%%

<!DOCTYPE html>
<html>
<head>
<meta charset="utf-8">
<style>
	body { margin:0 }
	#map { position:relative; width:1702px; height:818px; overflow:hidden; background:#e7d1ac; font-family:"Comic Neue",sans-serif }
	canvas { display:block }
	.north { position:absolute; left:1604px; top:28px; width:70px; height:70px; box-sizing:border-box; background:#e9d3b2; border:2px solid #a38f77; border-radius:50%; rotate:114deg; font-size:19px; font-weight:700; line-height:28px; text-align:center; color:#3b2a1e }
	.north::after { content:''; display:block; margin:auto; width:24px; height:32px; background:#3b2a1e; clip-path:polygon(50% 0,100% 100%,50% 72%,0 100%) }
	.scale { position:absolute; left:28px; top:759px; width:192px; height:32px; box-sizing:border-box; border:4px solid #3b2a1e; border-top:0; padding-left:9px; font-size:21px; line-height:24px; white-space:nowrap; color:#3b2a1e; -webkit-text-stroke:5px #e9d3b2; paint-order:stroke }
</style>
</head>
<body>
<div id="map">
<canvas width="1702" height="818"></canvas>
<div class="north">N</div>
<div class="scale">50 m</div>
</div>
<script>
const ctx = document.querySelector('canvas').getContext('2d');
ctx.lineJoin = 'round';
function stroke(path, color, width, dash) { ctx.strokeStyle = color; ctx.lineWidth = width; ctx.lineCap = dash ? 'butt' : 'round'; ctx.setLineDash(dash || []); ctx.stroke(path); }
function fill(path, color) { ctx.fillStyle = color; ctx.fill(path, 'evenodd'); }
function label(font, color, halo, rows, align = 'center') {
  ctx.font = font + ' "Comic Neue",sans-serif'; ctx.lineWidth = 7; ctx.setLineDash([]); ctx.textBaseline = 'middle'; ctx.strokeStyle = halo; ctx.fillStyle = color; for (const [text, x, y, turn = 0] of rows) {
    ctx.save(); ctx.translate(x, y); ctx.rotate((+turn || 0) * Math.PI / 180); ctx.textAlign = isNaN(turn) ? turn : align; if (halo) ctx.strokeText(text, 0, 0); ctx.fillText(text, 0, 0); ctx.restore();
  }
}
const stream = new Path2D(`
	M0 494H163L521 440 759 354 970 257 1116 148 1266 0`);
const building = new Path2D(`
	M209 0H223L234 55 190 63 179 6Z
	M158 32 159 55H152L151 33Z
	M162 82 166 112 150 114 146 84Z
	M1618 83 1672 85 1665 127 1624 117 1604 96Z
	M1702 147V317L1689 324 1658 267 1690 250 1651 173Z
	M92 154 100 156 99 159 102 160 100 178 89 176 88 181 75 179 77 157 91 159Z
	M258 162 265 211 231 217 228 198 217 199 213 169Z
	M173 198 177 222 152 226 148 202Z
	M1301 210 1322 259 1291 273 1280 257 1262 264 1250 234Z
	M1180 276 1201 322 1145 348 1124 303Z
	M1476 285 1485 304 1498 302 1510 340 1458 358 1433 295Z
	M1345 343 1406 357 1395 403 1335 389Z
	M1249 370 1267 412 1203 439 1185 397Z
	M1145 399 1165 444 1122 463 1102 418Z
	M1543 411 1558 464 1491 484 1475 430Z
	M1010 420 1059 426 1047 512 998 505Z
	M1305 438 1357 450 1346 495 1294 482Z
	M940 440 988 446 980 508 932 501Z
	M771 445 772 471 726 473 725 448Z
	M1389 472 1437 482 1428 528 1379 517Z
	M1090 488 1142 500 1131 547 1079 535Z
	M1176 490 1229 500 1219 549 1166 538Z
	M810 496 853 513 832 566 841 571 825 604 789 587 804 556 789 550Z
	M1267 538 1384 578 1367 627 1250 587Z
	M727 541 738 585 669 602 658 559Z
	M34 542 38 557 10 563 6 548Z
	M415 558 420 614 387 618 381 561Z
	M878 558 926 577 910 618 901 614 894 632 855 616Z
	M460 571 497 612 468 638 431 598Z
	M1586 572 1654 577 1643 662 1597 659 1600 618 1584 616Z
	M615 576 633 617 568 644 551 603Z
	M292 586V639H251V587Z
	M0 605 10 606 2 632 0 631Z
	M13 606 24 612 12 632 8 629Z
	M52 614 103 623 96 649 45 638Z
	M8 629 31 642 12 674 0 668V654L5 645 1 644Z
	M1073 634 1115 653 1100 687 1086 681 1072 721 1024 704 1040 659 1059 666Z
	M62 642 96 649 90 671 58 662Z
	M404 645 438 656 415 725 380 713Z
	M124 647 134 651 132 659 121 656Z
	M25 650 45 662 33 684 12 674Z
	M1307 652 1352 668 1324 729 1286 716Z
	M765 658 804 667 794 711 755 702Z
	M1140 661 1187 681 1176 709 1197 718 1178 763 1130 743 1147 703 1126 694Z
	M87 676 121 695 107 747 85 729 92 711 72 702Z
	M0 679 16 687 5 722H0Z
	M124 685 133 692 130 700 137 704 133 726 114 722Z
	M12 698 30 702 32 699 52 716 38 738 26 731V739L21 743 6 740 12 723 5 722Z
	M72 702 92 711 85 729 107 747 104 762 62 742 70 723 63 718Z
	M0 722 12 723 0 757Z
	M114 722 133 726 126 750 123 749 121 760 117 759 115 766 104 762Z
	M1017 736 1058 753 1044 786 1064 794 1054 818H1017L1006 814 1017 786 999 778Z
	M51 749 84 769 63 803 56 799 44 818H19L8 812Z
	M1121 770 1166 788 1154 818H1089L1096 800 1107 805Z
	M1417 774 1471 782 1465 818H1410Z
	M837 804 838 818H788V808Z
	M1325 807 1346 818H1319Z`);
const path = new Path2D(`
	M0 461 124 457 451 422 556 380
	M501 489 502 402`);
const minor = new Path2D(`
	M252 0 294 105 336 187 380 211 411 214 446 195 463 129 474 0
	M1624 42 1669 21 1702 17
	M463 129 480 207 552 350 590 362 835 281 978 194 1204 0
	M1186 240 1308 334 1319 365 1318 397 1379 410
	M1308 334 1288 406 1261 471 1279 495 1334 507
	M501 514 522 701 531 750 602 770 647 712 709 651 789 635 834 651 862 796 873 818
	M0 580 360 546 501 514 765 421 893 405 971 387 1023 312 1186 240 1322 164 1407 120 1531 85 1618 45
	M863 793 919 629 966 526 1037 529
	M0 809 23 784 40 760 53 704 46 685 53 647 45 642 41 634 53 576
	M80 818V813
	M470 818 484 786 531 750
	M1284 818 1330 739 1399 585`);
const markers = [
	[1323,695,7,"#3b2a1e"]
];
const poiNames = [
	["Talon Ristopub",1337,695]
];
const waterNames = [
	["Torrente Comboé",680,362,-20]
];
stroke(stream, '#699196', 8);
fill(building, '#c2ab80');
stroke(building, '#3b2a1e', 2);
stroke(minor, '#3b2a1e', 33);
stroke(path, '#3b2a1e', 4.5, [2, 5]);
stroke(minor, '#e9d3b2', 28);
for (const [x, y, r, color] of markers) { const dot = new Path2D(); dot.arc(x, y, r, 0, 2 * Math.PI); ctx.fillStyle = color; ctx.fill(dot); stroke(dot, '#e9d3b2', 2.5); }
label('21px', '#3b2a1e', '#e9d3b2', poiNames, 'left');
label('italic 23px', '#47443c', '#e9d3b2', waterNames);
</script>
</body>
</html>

%%

Your answer should be a single number: how many lines of the material above include "rows".

■ **ANSWER FOR THE TASK**
2